◆ Directions for this task ◆
Output all of the data verbatim.

=== Data to use ===

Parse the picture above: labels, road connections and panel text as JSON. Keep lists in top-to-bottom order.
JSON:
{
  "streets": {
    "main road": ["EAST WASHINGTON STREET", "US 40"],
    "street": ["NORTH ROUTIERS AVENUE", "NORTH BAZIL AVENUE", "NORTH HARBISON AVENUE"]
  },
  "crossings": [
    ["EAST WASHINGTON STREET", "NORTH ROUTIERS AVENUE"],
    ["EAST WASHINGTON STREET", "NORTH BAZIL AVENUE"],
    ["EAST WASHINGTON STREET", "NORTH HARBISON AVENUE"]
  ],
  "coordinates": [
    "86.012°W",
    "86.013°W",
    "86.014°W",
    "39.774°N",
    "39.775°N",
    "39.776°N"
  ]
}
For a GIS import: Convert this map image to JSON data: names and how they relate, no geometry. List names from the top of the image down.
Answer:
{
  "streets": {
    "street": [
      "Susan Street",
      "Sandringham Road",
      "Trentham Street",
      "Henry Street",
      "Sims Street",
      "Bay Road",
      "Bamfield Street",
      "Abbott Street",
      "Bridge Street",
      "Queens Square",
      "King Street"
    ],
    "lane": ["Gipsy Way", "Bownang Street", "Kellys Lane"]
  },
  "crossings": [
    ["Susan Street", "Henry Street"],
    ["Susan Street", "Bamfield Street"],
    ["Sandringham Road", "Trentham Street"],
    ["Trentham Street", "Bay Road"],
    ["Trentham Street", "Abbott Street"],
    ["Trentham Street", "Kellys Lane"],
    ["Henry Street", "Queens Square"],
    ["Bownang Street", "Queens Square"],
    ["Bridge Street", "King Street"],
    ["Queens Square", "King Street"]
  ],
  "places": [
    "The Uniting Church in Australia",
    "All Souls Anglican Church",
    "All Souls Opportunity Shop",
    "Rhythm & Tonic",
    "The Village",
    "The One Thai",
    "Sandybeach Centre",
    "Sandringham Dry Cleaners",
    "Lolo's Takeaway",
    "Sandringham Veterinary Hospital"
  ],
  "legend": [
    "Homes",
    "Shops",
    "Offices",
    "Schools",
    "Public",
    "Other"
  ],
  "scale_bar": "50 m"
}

===

◆ Completed task ◆
Parse the picture above: labels, road connections and panel text as JSON. Keep lists in top-to-bottom order.
JSON:
{
  "streets": {
    "main road": ["EAST WASHINGTON STREET", "US 40"],
    "street": ["NORTH ROUTIERS AVENUE", "NORTH BAZIL AVENUE", "NORTH HARBISON AVENUE"]
  },
  "crossings": [
    ["EAST WASHINGTON STREET", "NORTH ROUTIERS AVENUE"],
    ["EAST WASHINGTON STREET", "NORTH BAZIL AVENUE"],
    ["EAST WASHINGTON STREET", "NORTH HARBISON AVENUE"]
  ],
  "coordinates": [
    "86.012°W",
    "86.013°W",
    "86.014°W",
    "39.774°N",
    "39.775°N",
    "39.776°N"
  ]
}
For a GIS import: Convert this map image to JSON data: names and how they relate, no geometry. List names from the top of the image down.
Answer:
{
  "streets": {
    "street": [
      "Susan Street",
      "Sandringham Road",
      "Trentham Street",
      "Henry Street",
      "Sims Street",
      "Bay Road",
      "Bamfield Street",
      "Abbott Street",
      "Bridge Street",
      "Queens Square",
      "King Street"
    ],
    "lane": ["Gipsy Way", "Bownang Street", "Kellys Lane"]
  },
  "crossings": [
    ["Susan Street", "Henry Street"],
    ["Susan Street", "Bamfield Street"],
    ["Sandringham Road", "Trentham Street"],
    ["Trentham Street", "Bay Road"],
    ["Trentham Street", "Abbott Street"],
    ["Trentham Street", "Kellys Lane"],
    ["Henry Street", "Queens Square"],
    ["Bownang Street", "Queens Square"],
    ["Bridge Street", "King Street"],
    ["Queens Square", "King Street"]
  ],
  "places": [
    "The Uniting Church in Australia",
    "All Souls Anglican Church",
    "All Souls Opportunity Shop",
    "Rhythm & Tonic",
    "The Village",
    "The One Thai",
    "Sandybeach Centre",
    "Sandringham Dry Cleaners",
    "Lolo's Takeaway",
    "Sandringham Veterinary Hospital"
  ],
  "legend": [
    "Homes",
    "Shops",
    "Offices",
    "Schools",
    "Public",
    "Other"
  ],
  "scale_bar": "50 m"
}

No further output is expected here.